Iraq is set to begin voluntary repatriations of its citizens from Belarus on Thursday amid the current humanitarian crisis near the border between Poland and Belarus.
Baghdad has appealed for Iraqi citizens to fly home, telling them the way into the European Union is closed. But it’s unclear how many will take the offer and return to the Middle Eastern nation.
The EU border agency Frontex is working with the Polish and Iraqi authorities on arranging charter flights from Poland.
What conditions are migrants facing near the border?
Thousands of migrants are currently stranded near the frontier between the two countries waiting to go into the European Union.
Most of them are from Iraq, Syria, Afghanistan and Yemen. They’re fleeing conflict or despair at home and want to reach Germany or other Western European nations for a better life.
But with Poland blocking their entry and EU leaders attempting to cut routes of travel, they have been stuck at the border and are facing dire conditions, with limited food, water and medical supplies and plummeting temperatures at night.
Warsaw has deployed thousands of troops to the border and plans to erect a obstacle along the border.
And as winter approaches, halting conditions will only make life more difficult for the migrants.

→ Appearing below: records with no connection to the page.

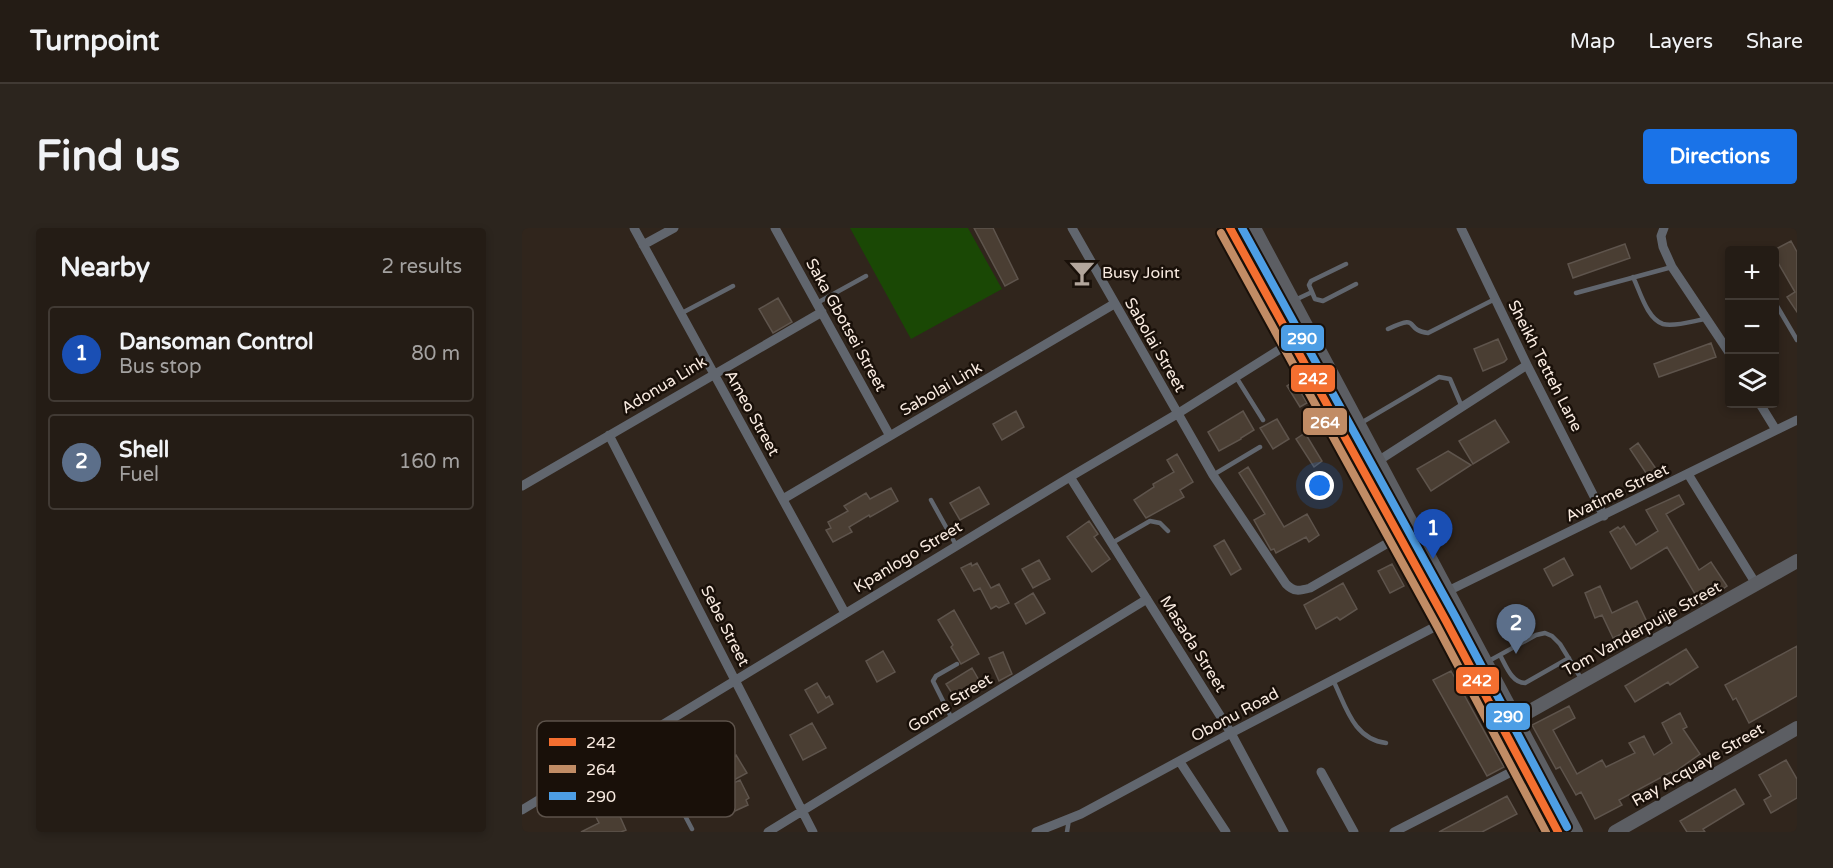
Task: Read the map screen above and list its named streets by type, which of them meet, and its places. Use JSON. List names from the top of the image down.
{
  "streets": {
    "main road": ["Tom Vanderpuije Street", "Ray Acquaye Street"],
    "street": [
      "Saka Gbotsei Street",
      "Sabolai Street",
      "Sheikh Tetteh Lane",
      "Adonua Link",
      "Sabolai Link",
      "Ameo Street",
      "Avatime Street",
      "Kpanlogo Street",
      "Sebe Street",
      "Masada Street",
      "Gome Street",
      "Obonu Road"
    ]
  },
  "crossings": [
    ["Saka Gbotsei Street", "Adonua Link"],
    ["Saka Gbotsei Street", "Sabolai Link"],
    ["Sabolai Street", "Sabolai Link"],
    ["Sabolai Street", "Kpanlogo Street"],
    ["Sheikh Tetteh Lane", "Avatime Street"],
    ["Adonua Link", "Ameo Street"],
    ["Adonua Link", "Sebe Street"],
    ["Sabolai Link", "Ameo Street"],
    ["Ameo Street", "Kpanlogo Street"],
    ["Kpanlogo Street", "Sebe Street"],
    ["Kpanlogo Street", "Masada Street"],
    ["Sebe Street", "Gome Street"],
    ["Masada Street", "Gome Street"],
    ["Masada Street", "Obonu Road"]
  ],
  "places": {
    "bar": ["Busy Joint"]
  },
  "lines": ["transit line 242", "transit line 290", "transit line 264"],
  "legend": ["242", "264", "290"],
  "page": {
    "header": "Turnpoint",
    "nav": ["Map", "Layers", "Share"],
    "buttons": "Directions",
    "title": "Find us",
    "heading": ["Nearby", "2 results"],
    "map_buttons": ["+", "−"],
    "list": [
      {
        "mark": "1",
        "name": "Dansoman Control",
        "note": "Bus stop",
        "value": "80 m"
      },
      {
        "mark": "2",
        "name": "Shell",
        "note": "Fuel",
        "value": "160 m"
      }
    ],
    "pins": ["1", "2"]
  }
}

Aid groups say at the minimum 11 migrants have died since the crisis began in the summer.
Despite the harsh conditions, many migrants have vowed not to go back to their home countries.
Poland determined to prevent migrant arrival
Poland, meanwhile, appears determined not to let the migrants in. Empowered by Polish law and with the help of infrared cameras, border guards continue to return groups of migrants attempting to make their way into the country.
On Tuesday, a melee broke out with migrants throwing stones at Polish forces massed on their side of the razor-wire fence, injuring 12, and they responded with water cannons and tear gas.
Warsaw accused Belarusian forces of instigating the conflict, while the government in Minsk denounced Poland’s “violent actions.”
A day after the melee, Belarusian authorities moved hundreds of migrants who were camped in the cold to a nearby warehouse.
Several airlines have said they are trying to stop would-be migrants from traveling to Belarus in the first place.
On Thursday, Belarusian state airline Belavia said it had stopped allowing citizens from Afghanistan, Iraq, Lebanon, Libya, Syria and Yemen to board flights from Uzbekistan’s Tashkent to Minsk.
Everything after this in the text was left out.